EXERCISE DETAILS:
Whenever a line below holds the word "سلیمانی", copy that line.

Collection entries:
__________________________________________________
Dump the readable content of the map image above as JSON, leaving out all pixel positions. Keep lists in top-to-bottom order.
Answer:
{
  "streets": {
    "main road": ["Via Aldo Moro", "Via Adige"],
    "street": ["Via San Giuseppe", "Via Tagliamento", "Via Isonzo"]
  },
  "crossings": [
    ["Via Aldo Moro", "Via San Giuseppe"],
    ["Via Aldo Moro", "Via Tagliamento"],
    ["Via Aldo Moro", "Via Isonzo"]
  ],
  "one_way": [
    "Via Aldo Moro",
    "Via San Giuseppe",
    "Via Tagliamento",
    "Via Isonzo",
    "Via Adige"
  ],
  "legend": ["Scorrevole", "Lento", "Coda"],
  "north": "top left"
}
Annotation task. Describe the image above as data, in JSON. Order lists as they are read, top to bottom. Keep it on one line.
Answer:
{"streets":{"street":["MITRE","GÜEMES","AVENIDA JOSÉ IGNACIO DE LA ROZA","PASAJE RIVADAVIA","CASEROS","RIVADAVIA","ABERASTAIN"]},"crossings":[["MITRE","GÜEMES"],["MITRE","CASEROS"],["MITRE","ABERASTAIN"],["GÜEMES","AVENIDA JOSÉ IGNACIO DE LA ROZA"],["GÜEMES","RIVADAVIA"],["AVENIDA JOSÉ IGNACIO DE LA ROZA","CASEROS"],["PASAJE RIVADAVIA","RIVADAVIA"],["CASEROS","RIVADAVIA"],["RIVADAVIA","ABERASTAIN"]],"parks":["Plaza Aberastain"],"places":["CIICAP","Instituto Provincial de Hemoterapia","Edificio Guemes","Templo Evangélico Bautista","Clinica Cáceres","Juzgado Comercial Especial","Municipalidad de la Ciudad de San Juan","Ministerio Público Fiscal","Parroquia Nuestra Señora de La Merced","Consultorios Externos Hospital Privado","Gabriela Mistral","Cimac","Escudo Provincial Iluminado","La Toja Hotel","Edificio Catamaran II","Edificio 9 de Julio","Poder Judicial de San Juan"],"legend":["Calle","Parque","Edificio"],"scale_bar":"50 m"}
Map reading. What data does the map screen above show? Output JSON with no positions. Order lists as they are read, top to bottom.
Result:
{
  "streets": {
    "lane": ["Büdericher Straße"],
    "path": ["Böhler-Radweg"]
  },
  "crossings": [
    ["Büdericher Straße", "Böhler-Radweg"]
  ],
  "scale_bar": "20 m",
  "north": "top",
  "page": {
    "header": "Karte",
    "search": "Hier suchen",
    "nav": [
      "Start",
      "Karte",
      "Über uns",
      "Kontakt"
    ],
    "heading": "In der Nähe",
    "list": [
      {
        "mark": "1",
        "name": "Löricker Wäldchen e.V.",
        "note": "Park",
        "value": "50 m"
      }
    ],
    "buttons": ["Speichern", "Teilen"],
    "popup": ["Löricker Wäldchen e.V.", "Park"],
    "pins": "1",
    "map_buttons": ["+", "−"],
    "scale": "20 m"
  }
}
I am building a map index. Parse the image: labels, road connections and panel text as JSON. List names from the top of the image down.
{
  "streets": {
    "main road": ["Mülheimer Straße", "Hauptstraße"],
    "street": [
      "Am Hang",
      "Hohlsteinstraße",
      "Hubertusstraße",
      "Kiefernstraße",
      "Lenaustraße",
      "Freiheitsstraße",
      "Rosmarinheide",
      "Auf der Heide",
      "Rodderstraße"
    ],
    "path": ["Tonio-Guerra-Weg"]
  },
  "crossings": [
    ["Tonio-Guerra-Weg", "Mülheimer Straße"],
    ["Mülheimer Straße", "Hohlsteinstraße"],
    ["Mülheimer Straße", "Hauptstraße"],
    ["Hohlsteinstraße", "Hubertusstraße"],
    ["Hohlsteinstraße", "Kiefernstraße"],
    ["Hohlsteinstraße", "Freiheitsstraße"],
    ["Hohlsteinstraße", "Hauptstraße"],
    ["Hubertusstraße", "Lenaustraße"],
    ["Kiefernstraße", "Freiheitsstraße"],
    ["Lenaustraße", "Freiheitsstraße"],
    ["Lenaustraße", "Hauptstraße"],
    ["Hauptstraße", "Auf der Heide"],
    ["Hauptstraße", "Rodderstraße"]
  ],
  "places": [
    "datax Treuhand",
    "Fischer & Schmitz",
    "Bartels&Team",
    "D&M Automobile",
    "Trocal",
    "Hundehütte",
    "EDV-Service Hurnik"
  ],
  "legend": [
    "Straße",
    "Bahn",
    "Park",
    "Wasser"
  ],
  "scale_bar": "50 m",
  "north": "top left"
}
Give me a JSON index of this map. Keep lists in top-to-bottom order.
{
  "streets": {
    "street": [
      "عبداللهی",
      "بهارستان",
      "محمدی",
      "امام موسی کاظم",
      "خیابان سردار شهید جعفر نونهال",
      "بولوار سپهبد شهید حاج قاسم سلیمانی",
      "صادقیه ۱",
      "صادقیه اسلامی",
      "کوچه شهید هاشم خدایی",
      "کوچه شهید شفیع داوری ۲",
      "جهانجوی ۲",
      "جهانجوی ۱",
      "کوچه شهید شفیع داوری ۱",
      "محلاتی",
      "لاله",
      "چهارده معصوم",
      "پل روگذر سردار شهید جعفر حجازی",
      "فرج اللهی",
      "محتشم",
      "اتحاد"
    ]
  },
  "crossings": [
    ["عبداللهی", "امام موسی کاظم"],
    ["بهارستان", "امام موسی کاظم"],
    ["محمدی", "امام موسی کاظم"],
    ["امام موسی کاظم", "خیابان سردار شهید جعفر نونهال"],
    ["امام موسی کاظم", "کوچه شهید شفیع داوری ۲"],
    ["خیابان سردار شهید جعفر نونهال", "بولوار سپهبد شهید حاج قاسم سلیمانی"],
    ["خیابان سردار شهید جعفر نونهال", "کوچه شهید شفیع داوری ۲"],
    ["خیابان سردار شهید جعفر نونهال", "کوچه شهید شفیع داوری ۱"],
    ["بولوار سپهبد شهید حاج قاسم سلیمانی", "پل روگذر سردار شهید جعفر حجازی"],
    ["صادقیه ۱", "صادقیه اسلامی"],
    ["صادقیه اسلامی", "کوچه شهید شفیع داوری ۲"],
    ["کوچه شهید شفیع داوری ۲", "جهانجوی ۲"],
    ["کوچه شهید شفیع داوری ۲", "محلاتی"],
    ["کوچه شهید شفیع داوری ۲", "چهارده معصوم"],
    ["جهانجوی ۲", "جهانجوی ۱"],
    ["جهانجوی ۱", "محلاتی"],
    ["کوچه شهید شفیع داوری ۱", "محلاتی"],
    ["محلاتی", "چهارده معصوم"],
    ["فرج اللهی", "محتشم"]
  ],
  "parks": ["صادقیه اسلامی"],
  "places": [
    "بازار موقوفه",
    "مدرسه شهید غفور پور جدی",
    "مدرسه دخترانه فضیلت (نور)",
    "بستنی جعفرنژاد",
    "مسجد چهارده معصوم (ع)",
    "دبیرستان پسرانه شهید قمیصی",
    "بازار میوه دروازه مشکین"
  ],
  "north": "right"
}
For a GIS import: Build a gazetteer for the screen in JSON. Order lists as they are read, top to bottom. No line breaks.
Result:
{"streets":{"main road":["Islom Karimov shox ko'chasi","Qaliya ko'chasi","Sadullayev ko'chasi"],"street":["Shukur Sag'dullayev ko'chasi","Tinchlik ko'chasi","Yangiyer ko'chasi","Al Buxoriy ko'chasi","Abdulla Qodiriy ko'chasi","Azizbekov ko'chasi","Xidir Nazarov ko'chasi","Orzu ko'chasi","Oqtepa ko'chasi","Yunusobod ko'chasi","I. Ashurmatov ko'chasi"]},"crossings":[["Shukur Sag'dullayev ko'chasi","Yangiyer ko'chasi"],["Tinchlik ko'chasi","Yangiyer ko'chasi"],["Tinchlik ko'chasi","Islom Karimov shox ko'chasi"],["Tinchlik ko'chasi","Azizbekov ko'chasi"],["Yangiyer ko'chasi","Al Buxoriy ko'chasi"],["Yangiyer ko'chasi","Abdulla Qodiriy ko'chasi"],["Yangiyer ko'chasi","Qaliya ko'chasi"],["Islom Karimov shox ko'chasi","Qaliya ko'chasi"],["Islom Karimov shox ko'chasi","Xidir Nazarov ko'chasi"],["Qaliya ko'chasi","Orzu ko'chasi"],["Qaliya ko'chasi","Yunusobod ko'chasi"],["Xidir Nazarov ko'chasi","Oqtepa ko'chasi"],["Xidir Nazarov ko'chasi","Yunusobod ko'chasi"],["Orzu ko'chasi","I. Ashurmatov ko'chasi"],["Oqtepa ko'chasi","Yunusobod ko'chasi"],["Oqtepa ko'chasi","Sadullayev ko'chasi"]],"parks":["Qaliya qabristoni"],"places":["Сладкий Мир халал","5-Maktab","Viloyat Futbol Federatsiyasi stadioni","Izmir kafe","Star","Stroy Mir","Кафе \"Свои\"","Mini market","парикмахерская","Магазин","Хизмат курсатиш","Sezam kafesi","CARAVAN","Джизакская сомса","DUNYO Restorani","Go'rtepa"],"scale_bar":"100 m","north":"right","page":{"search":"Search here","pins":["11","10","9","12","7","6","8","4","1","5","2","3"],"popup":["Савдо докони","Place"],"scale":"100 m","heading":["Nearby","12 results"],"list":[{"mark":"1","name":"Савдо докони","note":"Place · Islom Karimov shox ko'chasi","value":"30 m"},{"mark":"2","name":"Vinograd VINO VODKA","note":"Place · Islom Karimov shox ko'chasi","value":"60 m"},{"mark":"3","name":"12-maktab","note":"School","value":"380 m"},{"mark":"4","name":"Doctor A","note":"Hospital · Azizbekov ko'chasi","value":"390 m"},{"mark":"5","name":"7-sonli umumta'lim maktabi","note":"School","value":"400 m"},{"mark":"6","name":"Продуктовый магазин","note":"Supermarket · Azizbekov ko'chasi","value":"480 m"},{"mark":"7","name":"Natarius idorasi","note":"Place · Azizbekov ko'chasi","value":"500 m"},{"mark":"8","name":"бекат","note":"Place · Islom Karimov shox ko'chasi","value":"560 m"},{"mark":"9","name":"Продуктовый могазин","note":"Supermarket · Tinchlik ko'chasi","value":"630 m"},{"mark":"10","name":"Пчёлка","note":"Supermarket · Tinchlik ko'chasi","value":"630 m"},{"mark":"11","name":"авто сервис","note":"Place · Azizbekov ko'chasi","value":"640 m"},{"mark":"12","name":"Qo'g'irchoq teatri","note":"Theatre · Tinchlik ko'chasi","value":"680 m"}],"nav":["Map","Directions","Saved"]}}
__________________________________________________
SOLUTION FOR THIS TASK:
      "بولوار سپهبد شهید حاج قاسم سلیمانی",
    ["خیابان سردار شهید جعفر نونهال", "بولوار سپهبد شهید حاج قاسم سلیمانی"],
    ["بولوار سپهبد شهید حاج قاسم سلیمانی", "پل روگذر سردار شهید جعفر حجازی"],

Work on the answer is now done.